Dataset items:
======

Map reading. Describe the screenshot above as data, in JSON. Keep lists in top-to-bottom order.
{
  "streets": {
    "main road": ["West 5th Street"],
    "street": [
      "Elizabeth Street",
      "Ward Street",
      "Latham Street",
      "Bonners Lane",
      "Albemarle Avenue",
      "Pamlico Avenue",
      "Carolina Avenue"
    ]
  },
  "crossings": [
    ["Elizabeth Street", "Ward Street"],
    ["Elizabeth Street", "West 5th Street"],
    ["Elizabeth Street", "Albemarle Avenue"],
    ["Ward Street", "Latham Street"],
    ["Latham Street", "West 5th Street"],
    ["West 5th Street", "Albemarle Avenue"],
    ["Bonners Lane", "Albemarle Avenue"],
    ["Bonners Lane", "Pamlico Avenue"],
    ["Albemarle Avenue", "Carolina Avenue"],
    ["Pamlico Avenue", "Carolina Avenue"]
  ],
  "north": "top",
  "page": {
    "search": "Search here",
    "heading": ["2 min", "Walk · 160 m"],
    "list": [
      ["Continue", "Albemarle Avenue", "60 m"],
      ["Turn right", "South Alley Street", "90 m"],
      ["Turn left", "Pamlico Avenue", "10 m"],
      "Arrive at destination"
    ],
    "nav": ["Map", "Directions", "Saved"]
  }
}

======

HOW TO COMPLETE THIS TASK: Please print the records above exactly, leaving nothing out.

TASK ANSWER:
Map reading. Describe the screenshot above as data, in JSON. Keep lists in top-to-bottom order.
{
  "streets": {
    "main road": ["West 5th Street"],
    "street": [
      "Elizabeth Street",
      "Ward Street",
      "Latham Street",
      "Bonners Lane",
      "Albemarle Avenue",
      "Pamlico Avenue",
      "Carolina Avenue"
    ]
  },
  "crossings": [
    ["Elizabeth Street", "Ward Street"],
    ["Elizabeth Street", "West 5th Street"],
    ["Elizabeth Street", "Albemarle Avenue"],
    ["Ward Street", "Latham Street"],
    ["Latham Street", "West 5th Street"],
    ["West 5th Street", "Albemarle Avenue"],
    ["Bonners Lane", "Albemarle Avenue"],
    ["Bonners Lane", "Pamlico Avenue"],
    ["Albemarle Avenue", "Carolina Avenue"],
    ["Pamlico Avenue", "Carolina Avenue"]
  ],
  "north": "top",
  "page": {
    "search": "Search here",
    "heading": ["2 min", "Walk · 160 m"],
    "list": [
      ["Continue", "Albemarle Avenue", "60 m"],
      ["Turn right", "South Alley Street", "90 m"],
      ["Turn left", "Pamlico Avenue", "10 m"],
      "Arrive at destination"
    ],
    "nav": ["Map", "Directions", "Saved"]
  }
}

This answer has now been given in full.